Ekonomik çıkmazlar aşk üzerine kurulu bir evliliğin temellerini sarsabilir. Taraflar aşklarının bu sorunların hepsinin üzerinde yükseldiğine ve onları aşabileceğine olan inançları yitirmişlerse önce aşk, sonra da evlilik çatırdamaya başlar. Ya da birbirini seven kız ve erkek, ailelerinin işi inada bindirmesi sonucu bir araya gelemiyorlarsa, bu durum onların aşkını bitmeye mahkum etmemeli, tersine onları birbirine daha çok kenetlemelidir.
Damat ve gelinin bindiği arabanın arkasına eski ayakkabıların bağlandığını görmüşsünüzdür. Bu adetin nereden çıktığın öğrenmek hiç aklınızdan geçti mi? Bir tarihçi, bu adetin yıllar önce bir gelinin babasının damada bir çift eski ayakkabı vermesi ile başladığını söylüyor. Damat da, otoritesini sembolleştirmek için onunla gelinin kafasına vurmuş. Yani aşk başınızı ve canınızı yakabilir. Ama bu yanıkların en güzel tedavi yolu da yine aşk olacaktır.
Kime ve neye aşık olursanız olunuz, zorluk ve müşküllerle karşılaşacaksınız. Ama her şey istediğiniz gibi olmuyor diye de bütünü kaldırıp atamazsınız. Sevgi ve bağlılıkla inşa ettiğiniz aşk sarayının, kaçınılmaz sorunlar, minik çatlaklar yüzünden yıkılmasına izin vermemelisiniz.
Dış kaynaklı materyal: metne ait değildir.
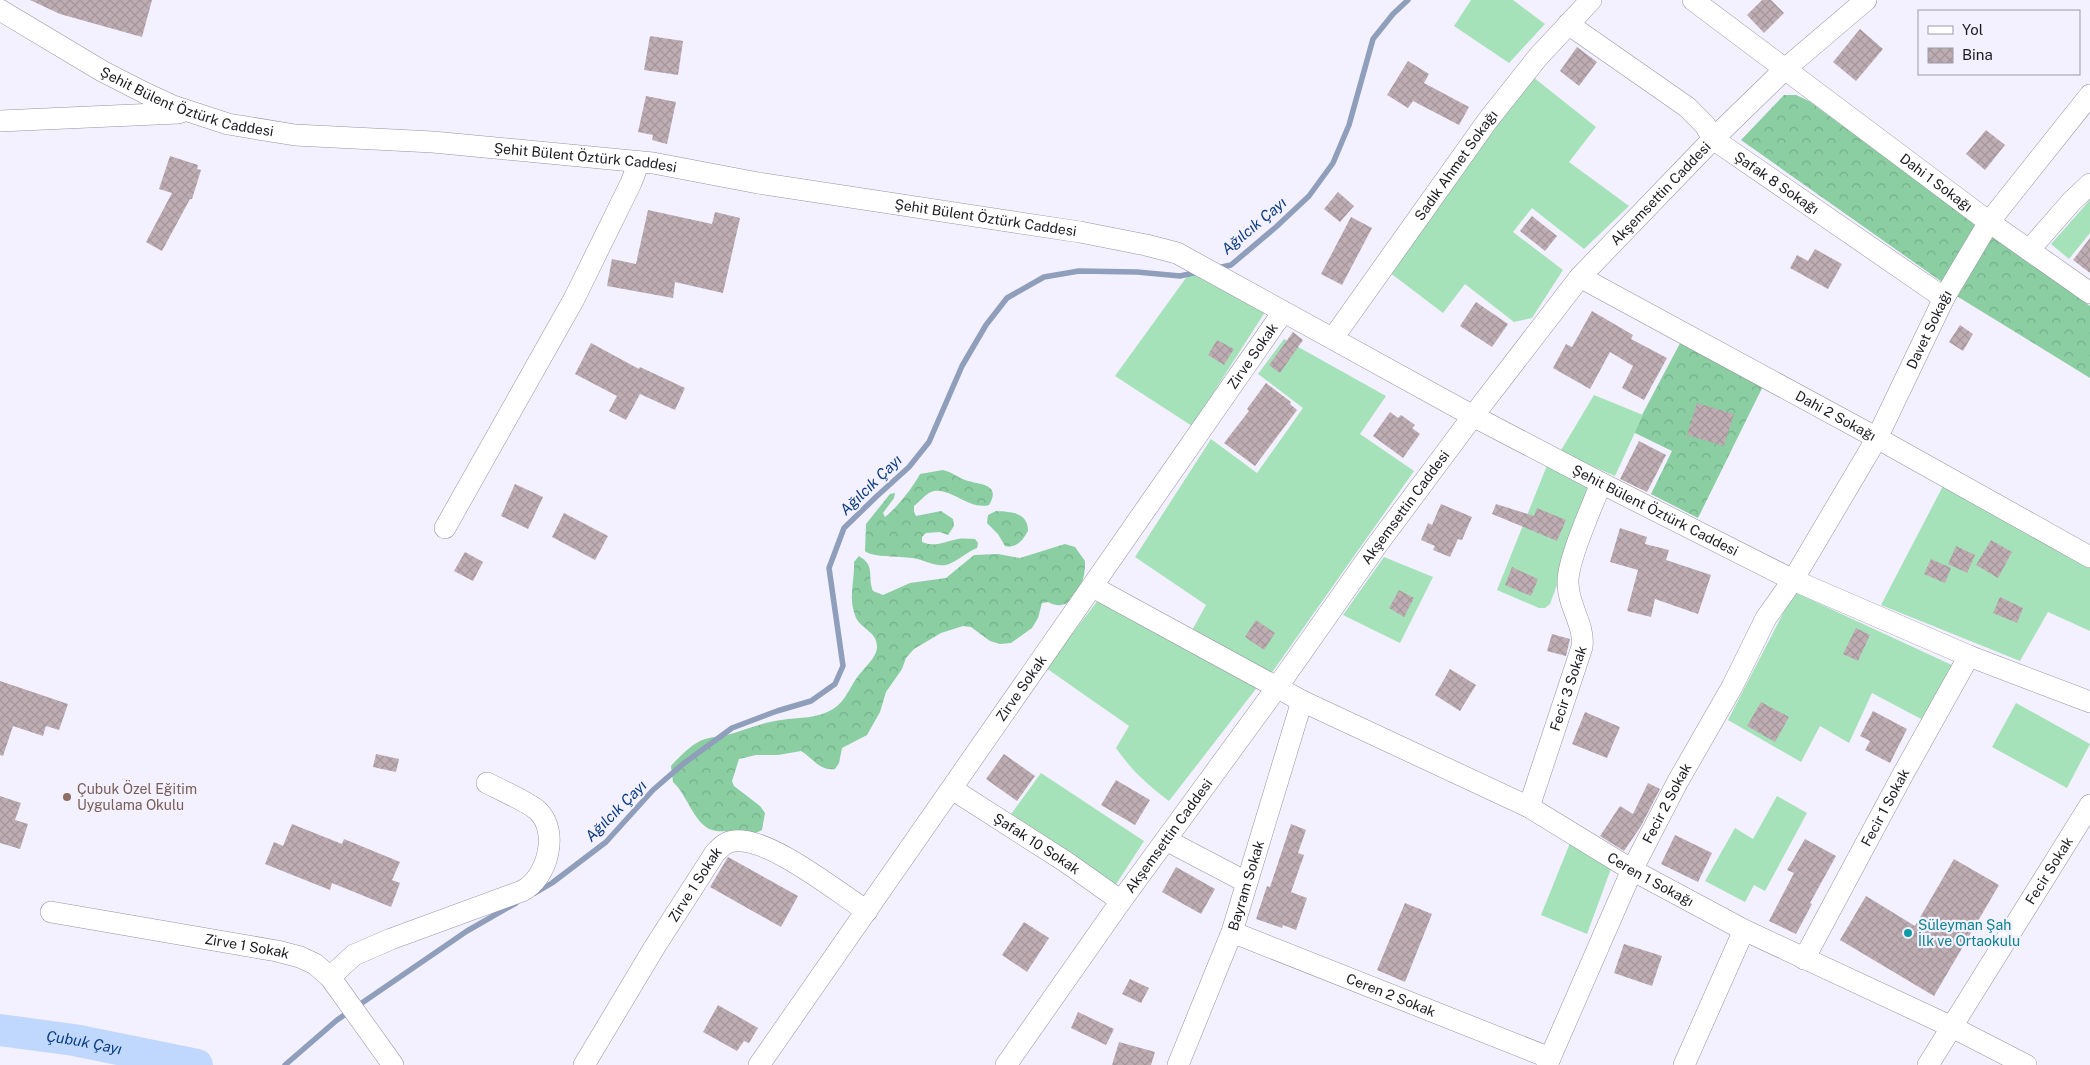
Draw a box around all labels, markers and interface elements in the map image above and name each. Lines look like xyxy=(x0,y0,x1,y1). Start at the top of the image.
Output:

Aşk Öğrenilmez, Aşktan Usanılmaz
“Aşk bir sanattır.” diyor Havelock Ellis. Yani özneldir, kişiye özgüdür, kuraldan çok duygulara iş düşer. Aşkı, tıpkı bir sanat eserini olduğu gibi emek, sabır, tutku ve muhabbet besleyip büyütür.
Öğrenmenin para etmeyeceği tek gerçek, aşk gerçeğidir. İnsan yalnızlığını, ruhunun boşluğunu duyduğu zaman bir his alevlenir; işte bu hissin adı aşka duyulan özlemdir. Tatlı bir gülümseme, sıcak bir bakış insana neşe verir, bazen sadece bunlar bile aşkı doğurmaya yeter. Burada öğrenilerek yapılan hiçbir şey yoktur.
Kimi zaman öğrendiklerimizi uygulamaktan, hayata geçirmekten sıkılırız, yoruluruz. Oysa aşk ve muhabbet, hayatta usanılmayacak şeylerin başında gelir.
Sevgi ve muhabbetten yoksun bir kalp taşıyan kişi, içi boş bir çuval gibidir. Dik durmaz, yere yığılır. Çocuk annesini, ana yavrusun sarar. Eş eşini, dost dostunu daha çok muhabbet ve daha çok sevgi beklediği için arar. Hepsi birbiriyle huzur bulur, hepsi birbirinden haz duyar. Bu bitmeyen, tükenmeyen, sonsuz bir bağlanıştır.
August Comte, “On ce lasse de tout mais on ne ce lasse jamais d’aimer.” Yani: “İnsan her şeyden usanır, yalnız sevgiden ve muhabbetten usanmaz.” demiş.
Seksen yaşındaki bir kadına sormuşlar:
– İnsan kaç yaşında aşkın pençesinden kurtulur?
Kadın fena sinirlenmiş ve bağırmış:
– Ben daha o yaşa gelmedim ki bileyim.